Mais ce qui m'a encore plus énervée, ce sont tous les abrutis de première qui sont venus regarder ça, filmer et se faire prendre en photo devant les voitures en feu, tout contents et fiers d'eux. Je n'en reviens toujours pas du nombre de gens qui semblaient prendre un plaisir immense à être là et regarder une voiture brûler, sourires béats sur leurs visages, affichant l'arrogance de ceux qui ont basculé dans un monde où on peut tout se permettre en toute impunité. On se fait des sensations comme on peut, faut croire. On déchire sa chemise, on saute sur une voiture en feu en levant les bras, on devient un héros aux yeux du troupeau, et on se prend pour un vrai rebelle. J'ai vu une fille toute émoustillée d'être allée donner un coup de pied à une voiture renversée... Bravo.
Tous ces douchebags avec le bras en l'air tenant leur iPhone pour immortaliser les événements et pouvoir dire "j'étais là" ont non seulement rendu la tâche de la police plus difficile puisque la foule était énorme et difficile à disperser, et qu'elle obstruait le passage, mais en plus, leur présence n'a fait qu'encourager les casseurs à en faire plus. Sans spectateurs pour regarder et crier, c'est moins intéressant de foutre la merde, non?
Même si une bonne partie des gens présents ne faisait "rien de mal" en apparence, le simple fait d'être là, de rire de ce qui se passait, fait de toute cette foule des complices. Je vois ces photos, ces vidéos, et je pense "bande de nazes"...
Les pompiers sont venus éteindre la première voiture, mais quelques minutes après leur départ -ils se faisaient lancer des projectiles dessus- une deuxième voiture a été mise en feu. L'escouade anti-émeute est arrivée, les policiers à cheval, les autres à pied avec leur gaz lacrymogène, et petit à petit il ont refoulé les gens vers Cambie. Les casseurs s'en sont alors pris à deux voitures de police stationnées sur le parking de Cambie et Georgia. Et c'est reparti pour un feu de joie...
Il y a eu bien de la casse ailleurs en ville, sur Granville, plus loin sur Georgia. 15 voitures brûlées en tout, des dizaines de commerçants vandalisés. Certains qui ont connu des émeutes ailleurs, en France par exemple, diront que ce n'est rien, mais dans une ville comme Vancouver, c'est beaucoup.
Depuis, énormément de gens expriment leur colère envers les casseurs, les commentaires fusent partout pour condamner ces actes.

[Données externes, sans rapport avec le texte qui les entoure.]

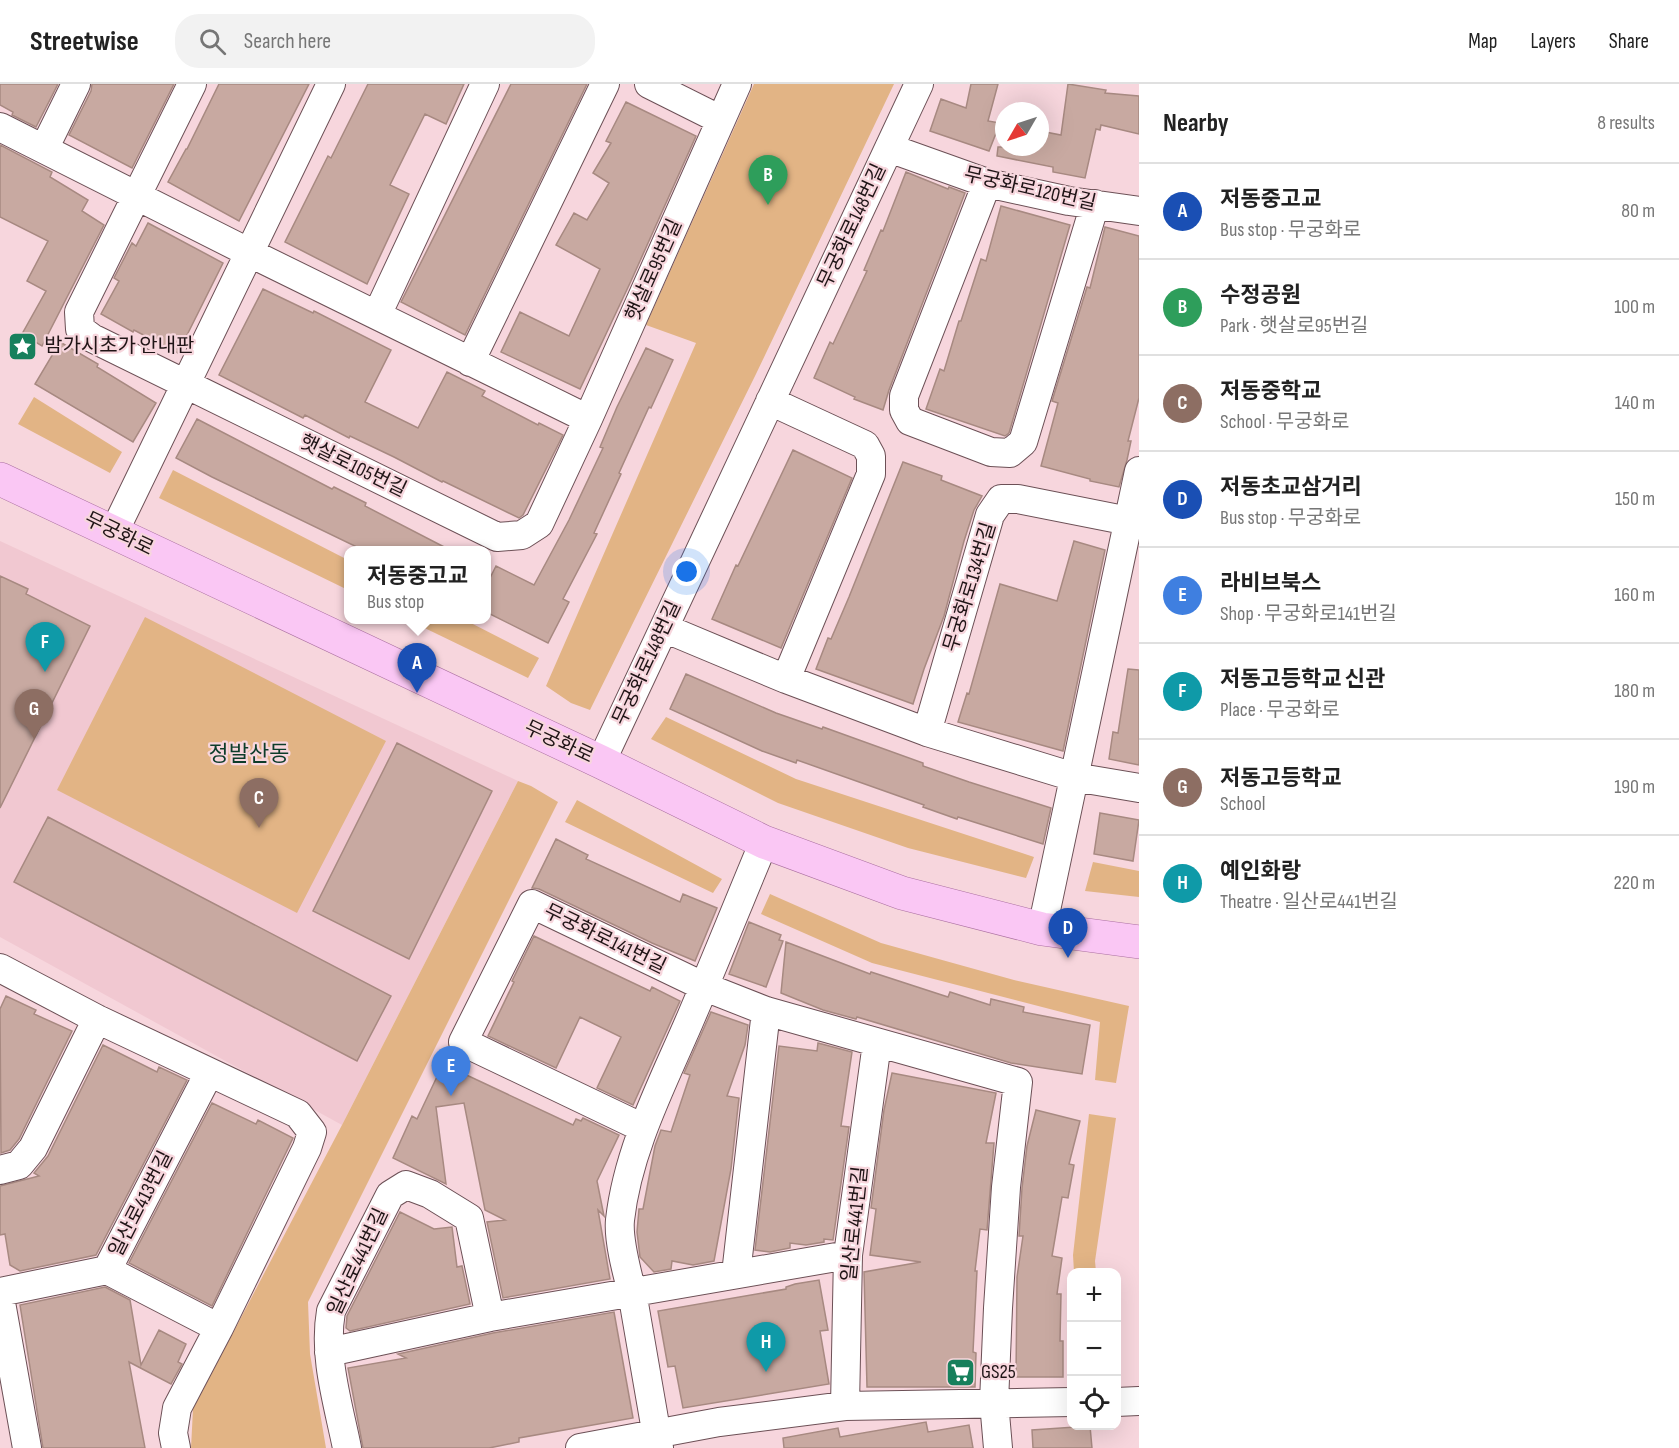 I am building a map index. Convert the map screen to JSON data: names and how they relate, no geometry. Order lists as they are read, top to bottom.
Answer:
{
  "streets": {
    "main road": ["무궁화로"],
    "street": [
      "무궁화로120번길",
      "무궁화로148번길",
      "햇살로95번길",
      "햇살로105번길",
      "무궁화로134번길",
      "무궁화로141번길",
      "일산로413번길",
      "일산로441번길"
    ]
  },
  "crossings": [
    ["무궁화로120번길", "무궁화로148번길"],
    ["무궁화로148번길", "무궁화로"],
    ["햇살로95번길", "햇살로105번길"],
    ["무궁화로141번길", "일산로441번길"]
  ],
  "districts": ["정발산동"],
  "places": {
    "place": ["밤가시초가 안내판"],
    "supermarket": ["GS25"]
  },
  "north": "bottom left",
  "page": {
    "header": "Streetwise",
    "search": "Search here",
    "nav": ["Map", "Layers", "Share"],
    "heading": ["Nearby", "8 results"],
    "pins": [
      "B",
      "F",
      "A",
      "G",
      "C",
      "D",
      "E",
      "H"
    ],
    "list": [
      {
        "mark": "A",
        "name": "저동중고교",
        "note": "Bus stop · 무궁화로",
        "value": "80 m"
      },
      {
        "mark": "B",
        "name": "수정공원",
        "note": "Park · 햇살로95번길",
        "value": "100 m"
      },
      {
        "mark": "C",
        "name": "저동중학교",
        "note": "School · 무궁화로",
        "value": "140 m"
      },
      {
        "mark": "D",
        "name": "저동초교삼거리",
        "note": "Bus stop · 무궁화로",
        "value": "150 m"
      },
      {
        "mark": "E",
        "name": "라비브북스",
        "note": "Shop · 무궁화로141번길",
        "value": "160 m"
      },
      {
        "mark": "F",
        "name": "저동고등학교 신관",
        "note": "Place · 무궁화로",
        "value": "180 m"
      },
      {
        "mark": "G",
        "name": "저동고등학교",
        "note": "School",
        "value": "190 m"
      },
      {
        "mark": "H",
        "name": "예인화랑",
        "note": "Theatre · 일산로441번길",
        "value": "220 m"
      }
    ],
    "popup": ["저동중고교", "Bus stop"],
    "map_buttons": ["+", "−"]
  }
}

Mais surtout, et c'est probablement quelque chose qu'on ne verrait pas ailleurs, un groupe Facebook a aussitôt été créé, où des milliers de personnes se sont engagées dès le soir-même à venir le lendemain tôt pour aider à nettoyer la ville. Et ils étaient là. On en a croisé plein hier avec leur grand sac poubelle, leur balai et leurs gants, rendre les rues du centre-ville plus propres que jamais, avec un sourire en plus. Quelqu'un en a photographié plusieurs et a posté le tout sur Facebook, sur la page "Special: The real face of Vancouver". Touchant.
Déjà, la veille, pendant que les voitures brûlaient et que des idiots déracinaient les arbustes le long de la clôture du Queen Elizabeth Theatre pour les lancer sur la police, j'ai vu deux types commencer à ramasser ces plantes pour les mettre le long du trottoir. Même les policiers n'ont pas compris sur le coup ce qu'ils faisaient!
La plupart des vitrines du magasin The Bay ont été fracassées. Elles étaient dès hier matin recouvertes de contre-plaqué, sur lequel plein de gens sont spontanément venus inscrire des mots d'amour à leur ville, aux Canucks, des messages de toutes sortes y compris d'excuses.
Juste à côté ce matin une voiture de police stationnée était recouverte de post-it avec des notes de remerciements pour la police. "Only in Vancouver" comme on dit toujours (mais d'habitude c'est pour se moquer un peu), ça c'est clair, et ça me rend fière de vivre ici.
Les cyniques peuvent bien dire que c'est digne du pays des bisounours, moi je trouve ça beau.